Aquellas palabras de Valentín dolían, pero no tanto como las muertes de Desirée. Solo Toto le quedaba de su antigua vida, todo había detonado en un segundo.

—No digas eso, Valentín —dijo Inés—, dentro de poco vamos a estar lejos de acá.

No era la forma en que Desirée soñó conocer Córdoba. Las montañas y las cascadas no significaban nada si no eran más que un exilio para ella. El futuro era incierto pero si de algo estaba segura era de que Valentín tenía razón, al menos para ella, el mundo como lo conocía se había terminado.

—Tenés que comer —indicó Valentín, al notar que Desireé revolvía la sopa una y otra vez—, el camino es largo.

Ella levantó la vista y sus ojos se llenaron de lágrimas, odiaba que la vieran llorar, pero todo se había desbordado también en su interior. Ya nada importaba.

—No puedo quitarme la imagen de la cabeza, Valen, pudo haberse escapado con nosotros, pero prefirió...

—Corazón —la interrumpió Inés—, sé que no hay nada que pueda decir que te haga sentir mejor, creeme que sé lo que sentís, solo queremos que sepas que no estás sola, y nunca vas a estarlo.

Desirée nada dijo, pero no fue difícil leer un «gracias» en su mirada decaída. Bajó después la vista a Toto, el último de su antigua familia.
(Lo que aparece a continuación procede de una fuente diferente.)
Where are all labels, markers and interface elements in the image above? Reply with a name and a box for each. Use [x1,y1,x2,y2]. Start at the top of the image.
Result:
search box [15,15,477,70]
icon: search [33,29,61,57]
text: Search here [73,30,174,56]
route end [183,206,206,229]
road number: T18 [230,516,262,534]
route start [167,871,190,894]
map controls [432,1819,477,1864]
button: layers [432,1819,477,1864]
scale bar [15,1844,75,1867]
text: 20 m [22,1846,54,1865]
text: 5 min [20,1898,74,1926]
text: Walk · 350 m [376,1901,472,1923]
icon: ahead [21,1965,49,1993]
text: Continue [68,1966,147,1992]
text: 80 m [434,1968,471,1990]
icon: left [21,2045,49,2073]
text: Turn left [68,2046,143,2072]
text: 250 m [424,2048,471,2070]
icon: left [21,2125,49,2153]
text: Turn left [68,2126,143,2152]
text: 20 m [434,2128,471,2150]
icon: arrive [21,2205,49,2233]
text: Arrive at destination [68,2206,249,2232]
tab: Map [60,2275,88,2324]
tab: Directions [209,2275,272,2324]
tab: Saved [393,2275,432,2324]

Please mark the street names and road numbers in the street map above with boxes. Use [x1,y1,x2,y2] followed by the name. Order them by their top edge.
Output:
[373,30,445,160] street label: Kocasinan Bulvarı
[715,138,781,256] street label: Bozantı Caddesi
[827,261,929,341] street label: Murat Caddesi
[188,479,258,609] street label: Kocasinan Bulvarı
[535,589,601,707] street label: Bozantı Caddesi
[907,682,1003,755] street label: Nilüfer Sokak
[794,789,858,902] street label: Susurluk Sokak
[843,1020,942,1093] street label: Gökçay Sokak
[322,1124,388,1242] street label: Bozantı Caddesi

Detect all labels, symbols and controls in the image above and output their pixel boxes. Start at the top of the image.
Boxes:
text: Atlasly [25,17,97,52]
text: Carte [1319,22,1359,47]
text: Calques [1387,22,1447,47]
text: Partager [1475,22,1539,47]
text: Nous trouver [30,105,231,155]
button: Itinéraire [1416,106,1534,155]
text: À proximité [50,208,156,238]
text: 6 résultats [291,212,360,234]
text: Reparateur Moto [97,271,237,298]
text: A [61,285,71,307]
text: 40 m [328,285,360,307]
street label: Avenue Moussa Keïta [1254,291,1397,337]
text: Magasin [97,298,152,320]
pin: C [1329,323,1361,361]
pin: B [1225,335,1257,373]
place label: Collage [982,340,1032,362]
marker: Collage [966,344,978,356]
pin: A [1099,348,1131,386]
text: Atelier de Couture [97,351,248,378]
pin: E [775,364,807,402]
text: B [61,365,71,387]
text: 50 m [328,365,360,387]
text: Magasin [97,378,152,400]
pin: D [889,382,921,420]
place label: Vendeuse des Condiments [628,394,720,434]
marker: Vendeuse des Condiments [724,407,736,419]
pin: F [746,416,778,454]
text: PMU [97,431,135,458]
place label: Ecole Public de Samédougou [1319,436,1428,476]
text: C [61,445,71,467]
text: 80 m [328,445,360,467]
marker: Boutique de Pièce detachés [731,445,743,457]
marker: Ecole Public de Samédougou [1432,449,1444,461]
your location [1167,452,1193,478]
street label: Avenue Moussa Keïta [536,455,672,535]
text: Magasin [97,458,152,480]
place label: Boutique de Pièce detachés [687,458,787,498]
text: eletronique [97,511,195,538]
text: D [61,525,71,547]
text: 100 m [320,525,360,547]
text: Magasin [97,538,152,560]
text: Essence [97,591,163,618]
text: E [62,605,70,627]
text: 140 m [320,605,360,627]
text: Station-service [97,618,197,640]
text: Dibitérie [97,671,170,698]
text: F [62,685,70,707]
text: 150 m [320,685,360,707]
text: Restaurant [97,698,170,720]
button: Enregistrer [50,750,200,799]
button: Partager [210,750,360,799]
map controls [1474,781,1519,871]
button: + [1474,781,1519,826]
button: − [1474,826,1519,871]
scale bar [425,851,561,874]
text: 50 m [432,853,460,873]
Nadie sabía en dónde estaban los padres de Valentín, desde el gran fracaso revolucionario, los yrigoyenistas perseguidos que no eran asesinados eran encarcelados. La última vez que los vio, les ordenaron esconderse en casa de Rafael Resch y esperar a que un enviado los llevara a la hacienda de los Aráoz, en Córdoba. Inés le decía que estarían resolviendo asuntos importantes, pero Valentín sabía que las palabras de la mujer eran un vano intento por despreocuparlo, nada más. Como él lo veía, su casa ya estaría dada vueltas y sus padres, en la mejor de las situaciones imaginables, presos. Pero lo cierto es que ni Desirée, ni Inés, ni él estaban a salvo, si debían esconderse es porque corrían un evidente peligro, y la hacienda, suponiendo que llegasen allí, no le generaba ningún tipo de seguridad. ¿Si eran perseguidos en Santa Rosa, por qué no lo serían en El Destierro? Ni siquiera tenía la certeza de que todo estuviera en orden allá, de que su hermana, en ese mismo instante, no fuese una prisionera política más. Lo único que sabía es que debían esperar un vehículo que, como con todo, tampoco estaba seguro de que llegase.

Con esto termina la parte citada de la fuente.